▶ _Task brief_:
Ignoring the pictures, repeat every entry below exactly as it appears.

═══ Input ═══

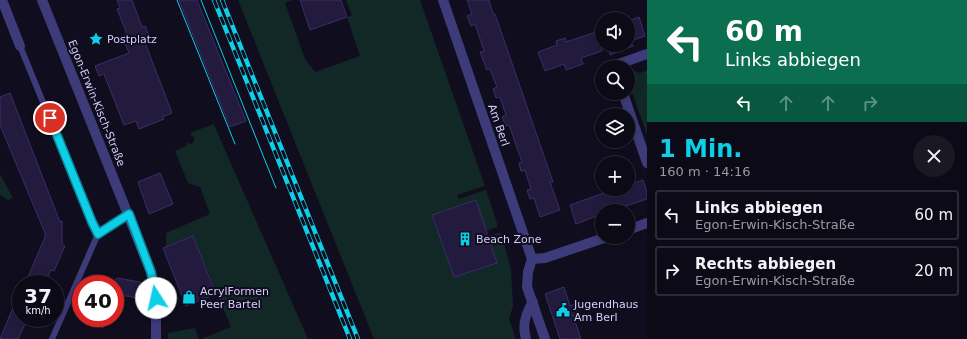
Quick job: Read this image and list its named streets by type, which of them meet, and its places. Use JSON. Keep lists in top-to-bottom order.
{
  "streets": {
    "street": ["Egon-Erwin-Kisch-Straße", "Am Berl"]
  },
  "places": {
    "place": ["Postplatz"],
    "building": ["Beach Zone"],
    "shop": ["AcrylFormen Peer Bartel"],
    "public building": ["Jugendhaus Am Berl"]
  },
  "page": {
    "turn": ["60 m", "Links abbiegen"],
    "map_buttons": ["+", "−"],
    "heading": ["1 Min.", "160 m · 14:16"],
    "list": [
      {
        "name": "Links abbiegen",
        "note": "Egon-Erwin-Kisch-Straße",
        "value": "60 m"
      },
      {
        "name": "Rechts abbiegen",
        "note": "Egon-Erwin-Kisch-Straße",
        "value": "20 m"
      }
    ],
    "speed": "37 km/h",
    "limit": "40"
  }
}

═══

▶ _Expected answer_:
Quick job: Read this image and list its named streets by type, which of them meet, and its places. Use JSON. Keep lists in top-to-bottom order.
{
  "streets": {
    "street": ["Egon-Erwin-Kisch-Straße", "Am Berl"]
  },
  "places": {
    "place": ["Postplatz"],
    "building": ["Beach Zone"],
    "shop": ["AcrylFormen Peer Bartel"],
    "public building": ["Jugendhaus Am Berl"]
  },
  "page": {
    "turn": ["60 m", "Links abbiegen"],
    "map_buttons": ["+", "−"],
    "heading": ["1 Min.", "160 m · 14:16"],
    "list": [
      {
        "name": "Links abbiegen",
        "note": "Egon-Erwin-Kisch-Straße",
        "value": "60 m"
      },
      {
        "name": "Rechts abbiegen",
        "note": "Egon-Erwin-Kisch-Straße",
        "value": "20 m"
      }
    ],
    "speed": "37 km/h",
    "limit": "40"
  }
}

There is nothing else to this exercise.